When the city can offer us nothing but precarious employment as servants of the rich, it’s not rural but urban life that begins to look like the idiocy. A Field in England reminds us that the countryside is no idyll, is as much an arena of power and conflict as anywhere. Who knows but that groups of radicals returning to the land, as they have periodically, will find themselves in solidarity with rural workers, against the ancient estates and the group approvingly identified by the Telegraph back in 2004 as the new squirearchy of our neo-feudal times.
But A Field in England is also cut from more millenarian cloth, imbued with other, longer range fantasies and fears.
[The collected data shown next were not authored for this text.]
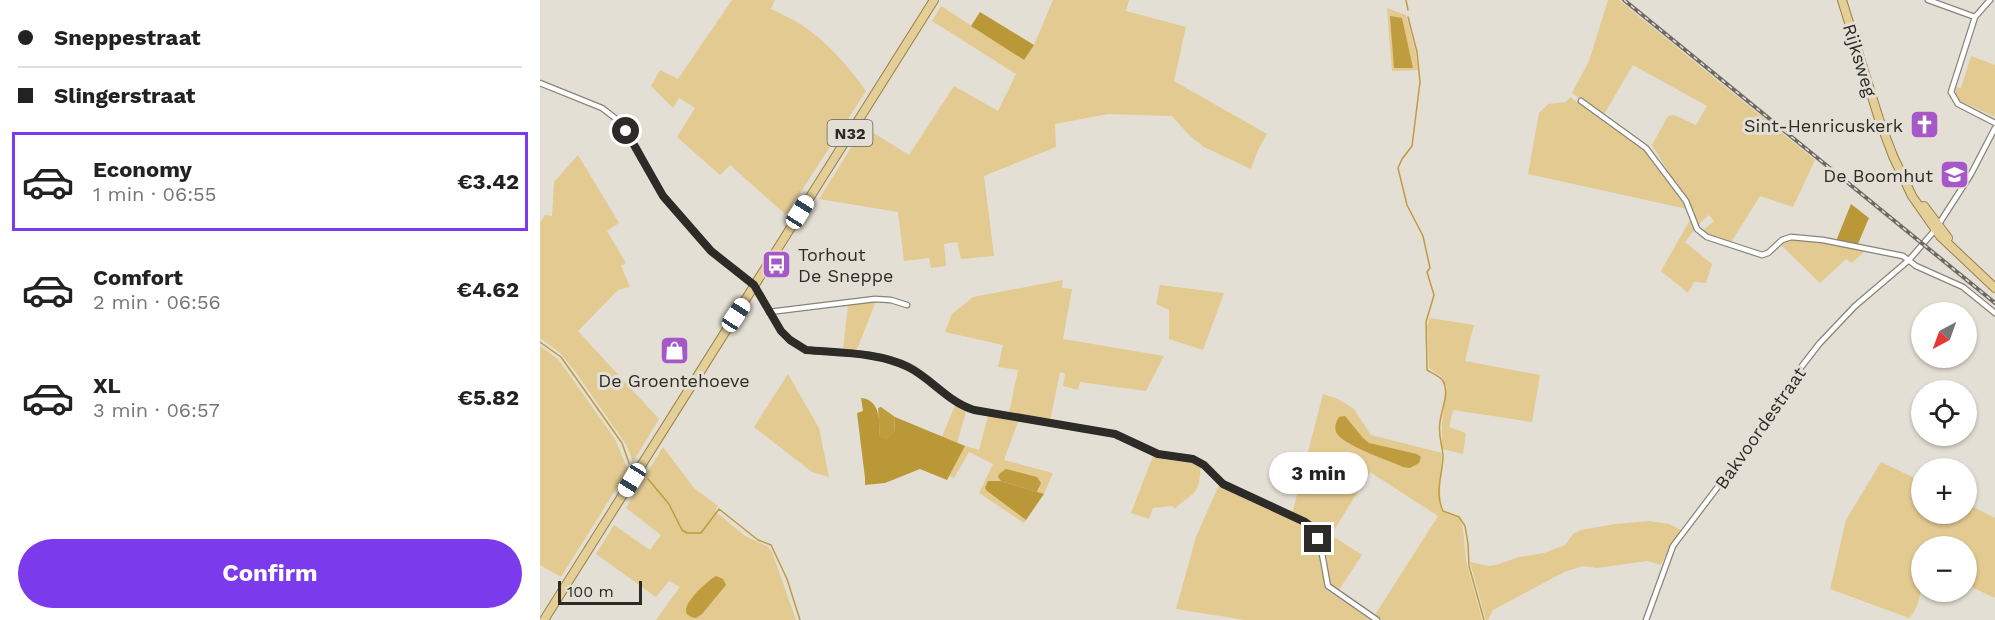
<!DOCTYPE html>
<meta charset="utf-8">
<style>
body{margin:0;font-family:"Work Sans",sans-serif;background:#f2f2f2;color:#222;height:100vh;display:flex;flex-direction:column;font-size:22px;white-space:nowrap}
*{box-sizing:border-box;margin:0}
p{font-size:20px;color:#767676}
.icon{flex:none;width:33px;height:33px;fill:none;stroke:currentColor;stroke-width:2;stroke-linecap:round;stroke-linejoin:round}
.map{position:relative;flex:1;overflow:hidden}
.sheet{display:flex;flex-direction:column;background:#fff;width:540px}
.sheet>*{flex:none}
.top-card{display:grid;align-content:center;height:132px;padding:0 18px;background:#fff}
.needle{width:39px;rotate:221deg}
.fabs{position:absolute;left:1371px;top:302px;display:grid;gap:12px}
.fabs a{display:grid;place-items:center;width:66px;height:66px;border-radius:50%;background:#fff;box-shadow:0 2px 4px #0004;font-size:30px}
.scale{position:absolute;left:18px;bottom:15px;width:84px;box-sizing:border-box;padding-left:6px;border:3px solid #2c2b27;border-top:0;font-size:16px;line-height:21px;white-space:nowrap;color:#2c2b27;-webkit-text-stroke:4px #e4dfd4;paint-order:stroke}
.end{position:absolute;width:27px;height:27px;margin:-14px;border:8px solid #2c2b27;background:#fff;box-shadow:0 0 0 3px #fff}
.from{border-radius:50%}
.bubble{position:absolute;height:42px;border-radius:21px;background:#fff;box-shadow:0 2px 4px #0004;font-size:20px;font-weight:700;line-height:42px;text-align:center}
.car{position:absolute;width:18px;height:36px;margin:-18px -9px;border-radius:8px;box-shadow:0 0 4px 2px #0007;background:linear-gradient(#fff 24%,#345 0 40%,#fff 0 76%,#345 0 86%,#fff 0)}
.top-card b{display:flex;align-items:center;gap:21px;height:57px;font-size:22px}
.top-card b+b{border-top:2px solid #e0e0e0}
.top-card i{width:15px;height:15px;background:#222}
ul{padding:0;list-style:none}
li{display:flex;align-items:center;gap:18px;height:99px;margin:0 12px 9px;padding:0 6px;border:3px solid transparent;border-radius:0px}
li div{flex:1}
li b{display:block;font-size:22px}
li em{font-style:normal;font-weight:700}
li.on{border-color:#7c3aed}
li>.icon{width:54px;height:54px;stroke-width:1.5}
.cta{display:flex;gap:12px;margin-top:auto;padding:12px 18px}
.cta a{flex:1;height:69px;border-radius:36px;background:#7c3aed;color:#fff;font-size:24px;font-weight:700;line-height:69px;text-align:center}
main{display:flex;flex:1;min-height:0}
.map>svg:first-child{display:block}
</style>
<main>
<section class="sheet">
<div class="top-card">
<b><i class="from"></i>Sneppestraat</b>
<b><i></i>Slingerstraat</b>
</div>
<ul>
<li class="on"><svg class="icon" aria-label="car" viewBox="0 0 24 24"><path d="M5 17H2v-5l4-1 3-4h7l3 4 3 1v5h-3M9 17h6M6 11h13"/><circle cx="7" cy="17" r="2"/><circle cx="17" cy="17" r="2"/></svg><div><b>Economy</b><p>1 min · 06:55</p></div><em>€3.42</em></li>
<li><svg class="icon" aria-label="car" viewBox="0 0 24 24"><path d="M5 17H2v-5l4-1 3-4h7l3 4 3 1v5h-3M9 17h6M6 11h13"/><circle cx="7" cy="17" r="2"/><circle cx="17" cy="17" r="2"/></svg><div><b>Comfort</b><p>2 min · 06:56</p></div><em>€4.62</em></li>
<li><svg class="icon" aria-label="car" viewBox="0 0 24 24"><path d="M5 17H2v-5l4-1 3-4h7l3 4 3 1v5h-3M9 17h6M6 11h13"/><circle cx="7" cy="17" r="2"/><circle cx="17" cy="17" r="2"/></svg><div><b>XL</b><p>3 min · 06:57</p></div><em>€5.82</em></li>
</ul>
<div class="cta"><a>Confirm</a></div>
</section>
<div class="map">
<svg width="1455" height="620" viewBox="0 0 1455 620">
<rect width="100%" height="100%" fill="#e4dfd4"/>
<!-- green -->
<path fill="#e2ca91" d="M192 0H235L231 9C241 14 251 18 260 24 286 40 308 66 326 91L246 215 190 165 180 175 137 137 155 108 139 98 133 108 111 86 120 70 138 79Z
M513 0H589L586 11 646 27 634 81 727 134 717 152 711 169 664 147 649 135 632 116 568 114 515 124 516 147 444 176 454 256 421 259 417 242 404 244 406 266 391 268 389 258 364 261 358 212 279 199 324 127 369 155 414 86 458 111 476 74 392 21 401 6 484 60 494 45Z
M1068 0H1079L1275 160 1253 207 1220 196 1190 244 1167 236 1162 231 1174 221 1169 215 1157 226 1148 204 1112 145 1128 116 1134 115 1156 125 1167 106 1093 65 1063 116 1032 93 1049 61Z
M847 8 866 15 875 49 878 70 852 71Z
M1431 56 1455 65V117L1418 100 1415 96 1416 87 1421 88Z
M1030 97 1104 150 1126 178 1147 209 988 174 999 113 1008 104 1026 102Z
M38 155 79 223 67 231 86 263 81 266 90 287 78 290 38 331 119 419 93 462 87 446 37 374 20 353 0 338V223L5 215 12 216 14 182Z
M1150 220 1154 230 1145 242 1172 264 1166 283 1154 282 1148 293 1121 271Z
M1248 239 1289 243 1326 250 1312 263 1306 259 1280 283 1241 245Z
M523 280 522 288 532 289 523 339 624 356 606 391 540 382 538 390 523 386 525 374 520 372 510 421 469 413 478 370 458 367 463 345 405 332 412 314 433 297Z
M620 285 684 293 663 350 629 339V310L616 304Z
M336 301 316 352 303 351 308 304Z
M890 318 934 325 925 361 1000 375 992 422 913 410 909 427 926 433 923 454 902 449V422L907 386 901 376 889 368 887 326Z
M0 346 18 359 26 370 75 439 88 470 21 577 0 565Z
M248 374 279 428 289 477 272 472 214 427Z
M783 394 798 399 814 409 831 435 902 453 900 481 901 511 920 519 923 529 926 561 942 620H843L835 615 898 516 830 472 791 535 822 555 799 590H795L790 584C782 549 789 529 752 514Z
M415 405 426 412 417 443 402 437Z
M448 416 479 419 464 460 513 473 504 494 497 492 500 488 458 477 461 481H448L447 491 486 520 484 523 439 493 453 464 429 452 414 478 409 476 425 446 439 450Z
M123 447 154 488 178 506 175 511 205 536 227 546 232 552 256 620H116L140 587 129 581 116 597 56 554 74 525 110 550 121 535 86 508Z
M613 456 647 461 661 467C660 474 660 482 657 488 653 497 641 501 635 509L632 506 613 508 609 519 591 513Z
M1341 462 1381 481 1382 513H1426L1427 504 1455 518V598L1427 585 1426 546H1382C1382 566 1385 604 1369 618L1290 589 1306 520Z
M679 485 766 525 776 540 786 590 833 620H705L636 609 656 537Z
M1109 521 1129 524 1143 531 1128 550 1121 565 1107 561 1057 568 1043 566 1024 572 953 610 948 620H946L930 562 948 566 956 565 979 557 1004 553 1025 545 1033 534 1041 530 1075 524Z"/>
<!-- forest -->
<path fill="#ba9737" d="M440 12 494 45 484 60 431 26Z
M1311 204 1329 218 1317 246 1296 241Z
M321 398C341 400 339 421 340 437L354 433 355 417 425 446 407 480 380 469 345 483 325 485V478L317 413 323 411Z
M448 481H461L504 494 486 520 447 491 445 488Z"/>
<!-- water -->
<path fill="#bf9c3d" d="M850 16 862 18 873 68H854Z
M341 407 355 417 354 433 347 440 340 437 338 408Z
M805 416 823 438 829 443 877 454 881 457 879 463 870 468 863 467C848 460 808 447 798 435 793 429 796 422 799 417Z
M466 469 497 477 501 483 497 492 461 481 458 477 459 474Z
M176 576 183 579 186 585 162 614 156 618C128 615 167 581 176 576Z"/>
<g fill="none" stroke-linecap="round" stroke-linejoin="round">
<!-- stream -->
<path stroke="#bf9c3d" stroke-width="1.5" d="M866 0 868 10
M868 17 877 52 880 82 872 146 862 159 858 168 867 205 883 236 890 268 887 272 894 295 886 322 887 368V370C892 373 900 376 903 381 910 392 901 411 900 422 898 436 902 444 903 455 903 474 894 492 903 511L919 517 925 526 928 544 929 566 944 620
M0 342 21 357 82 443 89 463
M108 479 129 504 142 530 147 533H161L179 509 218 540 231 545 247 579 260 620"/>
<defs>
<path id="street" d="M1388 0 1435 17
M1450 0 1435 17 1411 92 1418 104 1455 123
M0 83 62 108 75 118 86 131 96 147 123 196 171 251 214 285 241 331 250 340 266 350C299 353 338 352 368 366 392 378 408 402 434 410L575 434 617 454 653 459 664 465 683 484 765 522C783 537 783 564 788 586L837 620
M1041 101 1106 148 1146 201 1157 229 1167 237 1222 255 1228 253 1242 240 1251 237 1283 240 1363 256 1376 266 1423 287 1455 313
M229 312 335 299 351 300 367 305
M1106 620 1133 546 1208 447 1262 366 1279 344 1315 306 1369 260 1395 230 1431 174 1455 128"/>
<path id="primary" d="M1302 0 1339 119 1353 156 1372 196 1400 236 1455 288
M1384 206 1408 238
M4 620 394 0"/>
</defs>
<!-- street casing -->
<use href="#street" stroke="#88847a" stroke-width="7"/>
<!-- primary casing -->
<use href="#primary" stroke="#998144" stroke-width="10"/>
<!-- street -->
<use href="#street" stroke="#fff" stroke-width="4.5"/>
<!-- primary -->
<use href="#primary" stroke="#e5cf98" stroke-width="8"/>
<defs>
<path id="rail" d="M1084 0 1455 303"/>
</defs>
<!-- rail casing -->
<use href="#rail" stroke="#6b6962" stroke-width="4"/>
<!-- rail -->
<use href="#rail" stroke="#e4dfd4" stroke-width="1.5" stroke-dasharray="4.5" stroke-linecap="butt"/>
</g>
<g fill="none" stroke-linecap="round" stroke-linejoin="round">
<!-- route -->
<path stroke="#2c2b27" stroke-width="8" d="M86 131 123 196 171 251 214 285 241 331 250 340 266 350C299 353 338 352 368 367 392 379 408 402 434 410L575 434 618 454 653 459 664 465 683 484 765 522 773 528 778 539"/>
</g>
<!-- icons -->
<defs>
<symbol id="church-square" viewBox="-11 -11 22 22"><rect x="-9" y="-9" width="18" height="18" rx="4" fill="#a658c9" stroke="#e4dfd4"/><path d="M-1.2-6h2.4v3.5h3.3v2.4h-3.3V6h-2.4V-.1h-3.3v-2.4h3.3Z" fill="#fff"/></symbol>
<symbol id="school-square" viewBox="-11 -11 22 22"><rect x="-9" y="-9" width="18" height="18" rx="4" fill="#a658c9" stroke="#e4dfd4"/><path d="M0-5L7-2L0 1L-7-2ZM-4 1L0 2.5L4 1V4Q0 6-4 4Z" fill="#fff"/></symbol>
<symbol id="bus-square" viewBox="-11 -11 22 22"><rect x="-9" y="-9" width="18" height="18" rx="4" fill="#a658c9" stroke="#e4dfd4"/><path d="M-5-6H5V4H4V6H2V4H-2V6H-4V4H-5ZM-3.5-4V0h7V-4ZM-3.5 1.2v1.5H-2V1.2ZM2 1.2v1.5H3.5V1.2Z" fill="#fff"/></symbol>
<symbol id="shop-square" viewBox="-11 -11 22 22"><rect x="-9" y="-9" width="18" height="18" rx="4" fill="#a658c9" stroke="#e4dfd4"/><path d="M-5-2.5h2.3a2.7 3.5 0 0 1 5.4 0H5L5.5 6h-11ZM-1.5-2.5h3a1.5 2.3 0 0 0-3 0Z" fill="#fff"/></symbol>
</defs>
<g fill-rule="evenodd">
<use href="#church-square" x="1368" y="108" width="33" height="33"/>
<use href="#school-square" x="1398" y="158" width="33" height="33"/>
<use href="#bus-square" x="220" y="248" width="33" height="33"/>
<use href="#shop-square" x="118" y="334" width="33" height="33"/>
</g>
<g text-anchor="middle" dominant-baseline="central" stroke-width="6" stroke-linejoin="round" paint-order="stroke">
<!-- shield labels -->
<rect fill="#e4dfd4" stroke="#63615b" stroke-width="1.5" x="287.5" y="120" width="45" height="26" rx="4.5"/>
<g font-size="16" font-weight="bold" fill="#2c2b27">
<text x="310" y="133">N32</text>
</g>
<!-- street labels -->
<g font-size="18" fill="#2c2b27" stroke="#e4dfd4">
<text transform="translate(1320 60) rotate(73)">Rijksweg</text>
<text transform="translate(1220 428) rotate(-55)">Bakvoordestraat</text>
</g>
<!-- poi labels -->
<g font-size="18" fill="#2c2b27" stroke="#e4dfd4" text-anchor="end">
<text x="1363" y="125">Sint-Henricuskerk</text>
<text x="1393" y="175">De Boomhut</text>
<text x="258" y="254" text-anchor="start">Torhout<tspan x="258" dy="21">De Sneppe</tspan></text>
<text x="134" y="380" text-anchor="middle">De Groentehoeve</text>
</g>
</g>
</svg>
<div class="fabs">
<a><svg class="needle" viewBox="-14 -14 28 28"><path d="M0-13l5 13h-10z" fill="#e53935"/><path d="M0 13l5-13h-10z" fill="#767676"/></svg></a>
<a><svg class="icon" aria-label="locate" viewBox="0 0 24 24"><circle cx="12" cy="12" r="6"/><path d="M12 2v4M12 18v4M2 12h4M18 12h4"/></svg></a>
<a>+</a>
<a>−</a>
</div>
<div class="scale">100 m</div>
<i class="end from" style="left:86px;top:131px"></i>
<i class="end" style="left:778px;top:539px"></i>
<div class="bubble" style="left:729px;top:452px;width:99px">3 min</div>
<i class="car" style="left:260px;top:212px;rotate:32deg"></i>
<i class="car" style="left:196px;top:315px;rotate:33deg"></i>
<i class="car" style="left:92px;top:480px;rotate:212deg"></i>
</div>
</main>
Finally, when all social relations breakdown, when the end comes, when the credit dries up and the oil runs out, when the waters rise or exotic diseases decimate the globe and Malthus has the last laugh, we will be obliged to return to the land and the great cycle will be complete.
In Threads, Ben Wheatley’s favourite non-horror horror film, after the bitter decade-long night of the nuclear Winter has passed, rudimentary communities spring up again to till the soil that, momentarily at least, has been returned to them.
It has taken a war to get them there.